### Exercise objective
Word for word, restate the listing that follows and leave out the images.
◇ ◇ ◇ ◇ ◇
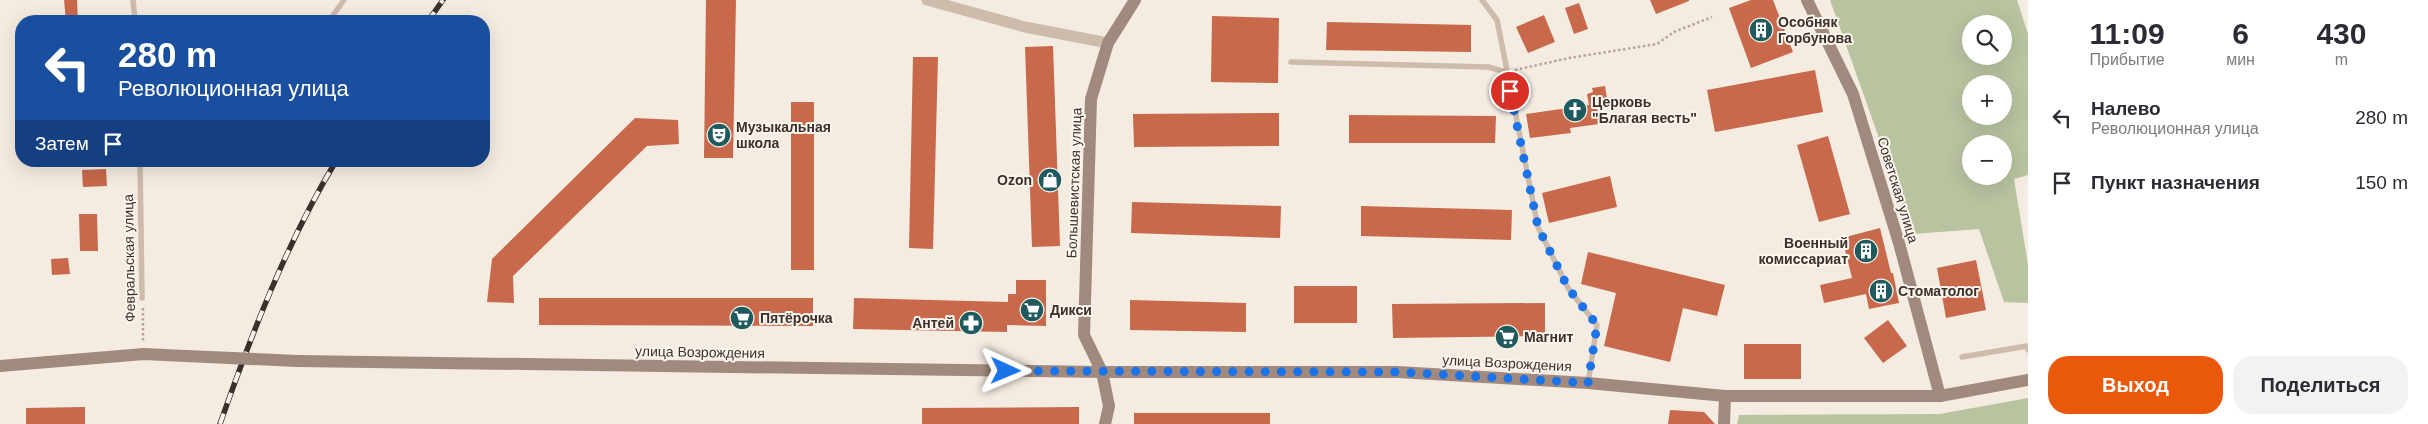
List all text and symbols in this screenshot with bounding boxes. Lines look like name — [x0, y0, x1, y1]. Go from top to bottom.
place label: Особняк Горбунова — [1778, 14, 1852, 46]
map controls — [1962, 15, 2012, 185]
button: search — [1962, 15, 2012, 65]
building icon: Особняк Горбунова — [1748, 17, 1774, 43]
text: 11:09 — [2090, 17, 2165, 50]
text: 6 — [2232, 17, 2249, 50]
text: 430 — [2316, 17, 2366, 50]
icon: left — [35, 35, 100, 100]
text: 280 m — [118, 35, 217, 74]
text: Прибытие — [2089, 51, 2165, 68]
text: мин — [2226, 51, 2255, 68]
text: m — [2335, 51, 2348, 68]
pin — [1489, 70, 1531, 112]
button: + — [1962, 75, 2012, 125]
text: Революционная улица — [118, 76, 349, 101]
icon: arrive — [1496, 77, 1524, 105]
place label: Церковь "Благая весть" — [1592, 94, 1697, 126]
church icon: Церковь "Благая весть" — [1562, 97, 1588, 123]
text: Налево — [2091, 98, 2161, 119]
icon: left — [2048, 104, 2076, 132]
street label: Большевистская улица — [1063, 107, 1085, 259]
text: 280 m — [2355, 107, 2408, 128]
place label: Музыкальная школа — [736, 119, 831, 151]
text: Революционная улица — [2091, 120, 2259, 137]
theatre icon: Музыкальная школа — [706, 122, 732, 148]
icon: arrive — [99, 130, 127, 158]
text: Затем — [35, 133, 89, 154]
street label: Советская улица — [1874, 135, 1922, 245]
button: − — [1962, 135, 2012, 185]
shop icon: Ozon — [1037, 167, 1063, 193]
icon: arrive — [2048, 169, 2076, 197]
place label: Ozon — [997, 172, 1032, 188]
text: Пункт назначения — [2091, 172, 2260, 193]
text: 150 m — [2355, 172, 2408, 193]
street label: Февральская улица — [120, 194, 138, 322]
place label: Военный комиссариат — [1759, 235, 1848, 267]
building icon: Военный комиссариат — [1853, 238, 1879, 264]
building icon: Стоматолог — [1868, 278, 1894, 304]
place label: Стоматолог — [1898, 283, 1979, 299]
supermarket icon: Дикси — [1019, 297, 1045, 323]
place label: Дикси — [1050, 302, 1092, 318]
supermarket icon: Пятёрочка — [729, 305, 755, 331]
place label: Пятёрочка — [760, 310, 833, 326]
pharmacy icon: Антей — [958, 310, 984, 336]
place label: Антей — [912, 315, 954, 331]
supermarket icon: Магнит — [1494, 324, 1520, 350]
place label: Магнит — [1524, 329, 1574, 345]
street label: улица Возрождения — [635, 343, 765, 361]
position arrow — [979, 344, 1031, 396]
street label: улица Возрождения — [1442, 352, 1572, 374]
button: Выход — [2048, 356, 2223, 414]
button: Поделиться — [2233, 356, 2408, 414]

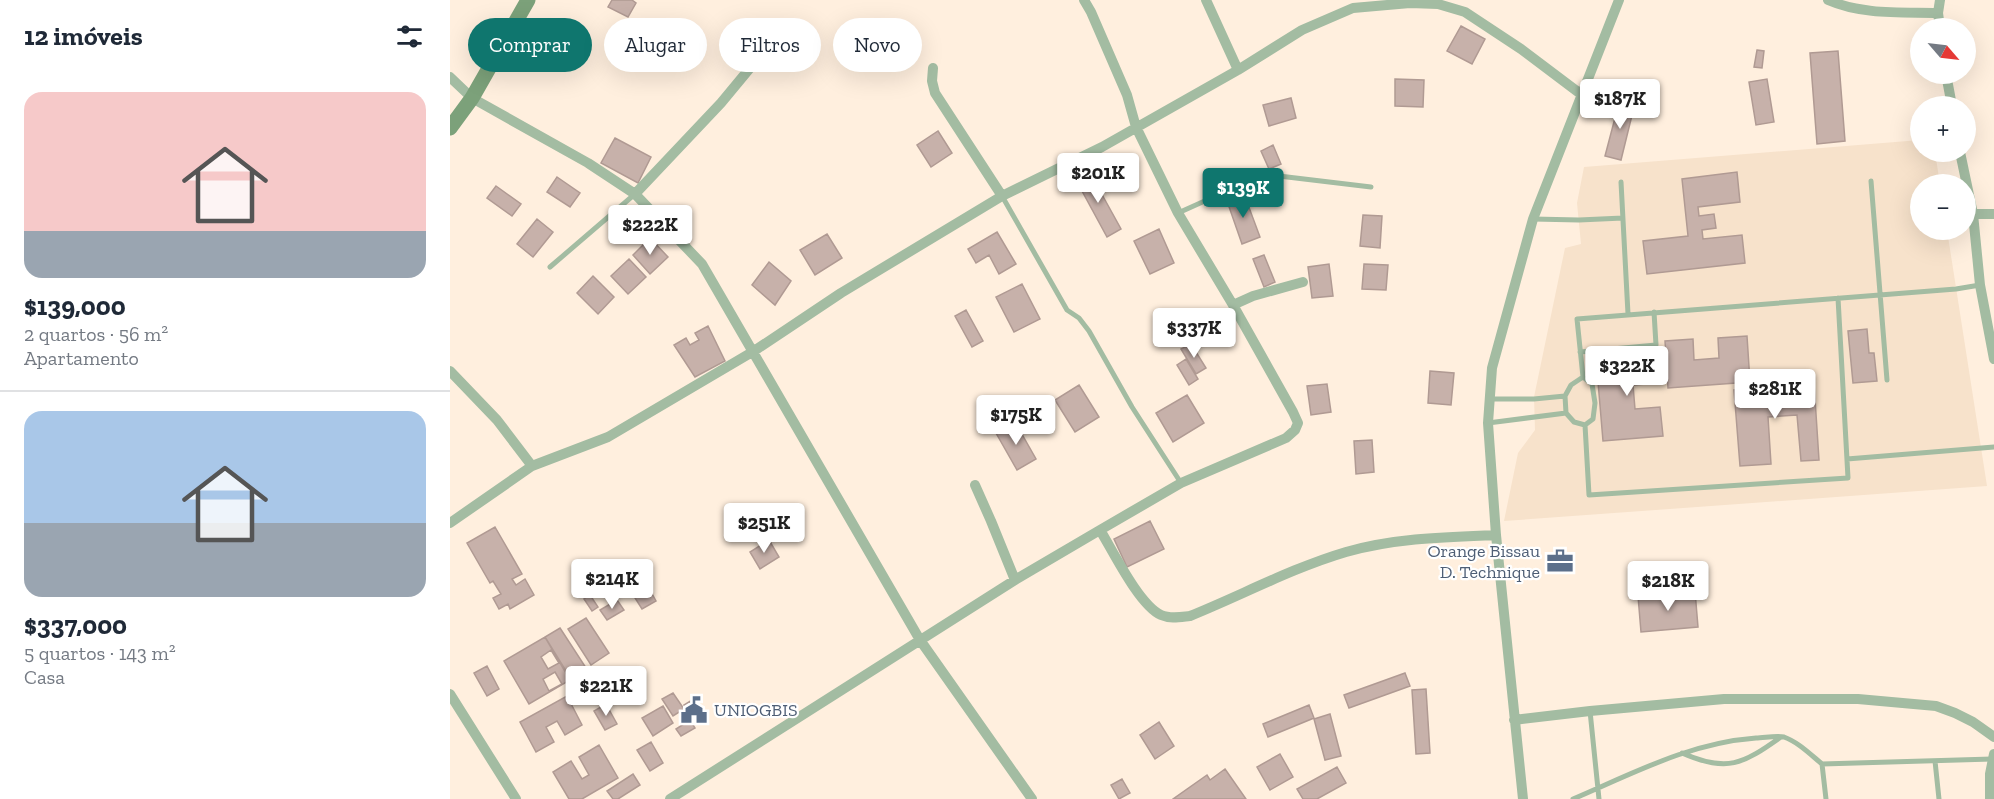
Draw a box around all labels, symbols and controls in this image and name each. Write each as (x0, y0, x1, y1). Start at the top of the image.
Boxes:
chip: Comprar (468, 18, 592, 72)
chip: Alugar (604, 18, 707, 72)
chip: Filtros (719, 18, 821, 72)
chip: Novo (833, 18, 922, 72)
north arrow (1910, 18, 1976, 84)
map controls (1910, 18, 1976, 240)
text: 12 imóveis (24, 20, 143, 52)
icon: filters (393, 20, 426, 53)
pin: $187K (1578, 79, 1662, 130)
text: $187K (1594, 86, 1646, 110)
button: + (1910, 96, 1976, 162)
icon: home (171, 131, 279, 239)
pin: $201K (1056, 153, 1140, 204)
text: $201K (1071, 160, 1125, 184)
pin: $139K (1201, 168, 1285, 219)
button: − (1910, 174, 1976, 240)
text: $139K (1217, 175, 1269, 199)
pin: $222K (608, 205, 692, 256)
text: $222K (622, 212, 678, 236)
text: $139,000 (24, 290, 126, 322)
pin: $337K (1152, 308, 1236, 359)
text: $337K (1167, 315, 1221, 339)
text: 2 quartos · 56 m² (24, 322, 168, 346)
text: Apartamento (24, 346, 139, 370)
pin: $322K (1585, 346, 1669, 397)
text: $322K (1599, 353, 1655, 377)
pin: $281K (1733, 369, 1817, 420)
text: $281K (1749, 376, 1801, 400)
pin: $175K (974, 395, 1058, 446)
text: $175K (990, 402, 1042, 426)
icon: home (171, 450, 279, 558)
pin: $251K (722, 503, 806, 554)
text: $251K (738, 510, 790, 534)
place label: Orange Bissau D. Technique (1427, 540, 1540, 583)
office icon: Orange Bissau D. Technique (1545, 546, 1575, 576)
pin: $214K (570, 559, 654, 610)
pin: $218K (1626, 561, 1710, 612)
text: $214K (585, 566, 639, 590)
text: $218K (1642, 568, 1694, 592)
text: $337,000 (24, 609, 127, 641)
text: 5 quartos · 143 m² (24, 641, 176, 665)
text: Casa (24, 665, 65, 689)
pin: $221K (564, 666, 648, 717)
text: $221K (580, 673, 632, 697)
public building icon: UNIOGBIS (679, 695, 709, 725)
place label: UNIOGBIS (714, 699, 798, 721)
◇ ◇ ◇ ◇ ◇
### Task answer
List all text and symbols in this screenshot with bounding boxes. Lines look like name — [x0, y0, x1, y1]. Go from top to bottom.
place label: Особняк Горбунова — [1778, 14, 1852, 46]
map controls — [1962, 15, 2012, 185]
button: search — [1962, 15, 2012, 65]
building icon: Особняк Горбунова — [1748, 17, 1774, 43]
text: 11:09 — [2090, 17, 2165, 50]
text: 6 — [2232, 17, 2249, 50]
text: 430 — [2316, 17, 2366, 50]
icon: left — [35, 35, 100, 100]
text: 280 m — [118, 35, 217, 74]
text: Прибытие — [2089, 51, 2165, 68]
text: мин — [2226, 51, 2255, 68]
text: m — [2335, 51, 2348, 68]
pin — [1489, 70, 1531, 112]
button: + — [1962, 75, 2012, 125]
text: Революционная улица — [118, 76, 349, 101]
icon: arrive — [1496, 77, 1524, 105]
place label: Церковь "Благая весть" — [1592, 94, 1697, 126]
church icon: Церковь "Благая весть" — [1562, 97, 1588, 123]
text: Налево — [2091, 98, 2161, 119]
icon: left — [2048, 104, 2076, 132]
street label: Большевистская улица — [1063, 107, 1085, 259]
text: 280 m — [2355, 107, 2408, 128]
place label: Музыкальная школа — [736, 119, 831, 151]
text: Революционная улица — [2091, 120, 2259, 137]
theatre icon: Музыкальная школа — [706, 122, 732, 148]
icon: arrive — [99, 130, 127, 158]
text: Затем — [35, 133, 89, 154]
street label: Советская улица — [1874, 135, 1922, 245]
button: − — [1962, 135, 2012, 185]
shop icon: Ozon — [1037, 167, 1063, 193]
icon: arrive — [2048, 169, 2076, 197]
place label: Ozon — [997, 172, 1032, 188]
text: Пункт назначения — [2091, 172, 2260, 193]
text: 150 m — [2355, 172, 2408, 193]
street label: Февральская улица — [120, 194, 138, 322]
place label: Военный комиссариат — [1759, 235, 1848, 267]
building icon: Военный комиссариат — [1853, 238, 1879, 264]
building icon: Стоматолог — [1868, 278, 1894, 304]
place label: Стоматолог — [1898, 283, 1979, 299]
supermarket icon: Дикси — [1019, 297, 1045, 323]
place label: Дикси — [1050, 302, 1092, 318]
supermarket icon: Пятёрочка — [729, 305, 755, 331]
place label: Пятёрочка — [760, 310, 833, 326]
pharmacy icon: Антей — [958, 310, 984, 336]
place label: Антей — [912, 315, 954, 331]
supermarket icon: Магнит — [1494, 324, 1520, 350]
place label: Магнит — [1524, 329, 1574, 345]
street label: улица Возрождения — [635, 343, 765, 361]
position arrow — [979, 344, 1031, 396]
street label: улица Возрождения — [1442, 352, 1572, 374]
button: Выход — [2048, 356, 2223, 414]
button: Поделиться — [2233, 356, 2408, 414]

Draw a box around all labels, symbols and controls in this image and name each. Write each as (x0, y0, x1, y1). Start at the top of the image.
Boxes:
chip: Comprar (468, 18, 592, 72)
chip: Alugar (604, 18, 707, 72)
chip: Filtros (719, 18, 821, 72)
chip: Novo (833, 18, 922, 72)
north arrow (1910, 18, 1976, 84)
map controls (1910, 18, 1976, 240)
text: 12 imóveis (24, 20, 143, 52)
icon: filters (393, 20, 426, 53)
pin: $187K (1578, 79, 1662, 130)
text: $187K (1594, 86, 1646, 110)
button: + (1910, 96, 1976, 162)
icon: home (171, 131, 279, 239)
pin: $201K (1056, 153, 1140, 204)
text: $201K (1071, 160, 1125, 184)
pin: $139K (1201, 168, 1285, 219)
button: − (1910, 174, 1976, 240)
text: $139K (1217, 175, 1269, 199)
pin: $222K (608, 205, 692, 256)
text: $222K (622, 212, 678, 236)
text: $139,000 (24, 290, 126, 322)
pin: $337K (1152, 308, 1236, 359)
text: $337K (1167, 315, 1221, 339)
text: 2 quartos · 56 m² (24, 322, 168, 346)
text: Apartamento (24, 346, 139, 370)
pin: $322K (1585, 346, 1669, 397)
text: $322K (1599, 353, 1655, 377)
pin: $281K (1733, 369, 1817, 420)
text: $281K (1749, 376, 1801, 400)
pin: $175K (974, 395, 1058, 446)
text: $175K (990, 402, 1042, 426)
icon: home (171, 450, 279, 558)
pin: $251K (722, 503, 806, 554)
text: $251K (738, 510, 790, 534)
place label: Orange Bissau D. Technique (1427, 540, 1540, 583)
office icon: Orange Bissau D. Technique (1545, 546, 1575, 576)
pin: $214K (570, 559, 654, 610)
pin: $218K (1626, 561, 1710, 612)
text: $214K (585, 566, 639, 590)
text: $218K (1642, 568, 1694, 592)
text: $337,000 (24, 609, 127, 641)
text: 5 quartos · 143 m² (24, 641, 176, 665)
text: Casa (24, 665, 65, 689)
pin: $221K (564, 666, 648, 717)
text: $221K (580, 673, 632, 697)
public building icon: UNIOGBIS (679, 695, 709, 725)
place label: UNIOGBIS (714, 699, 798, 721)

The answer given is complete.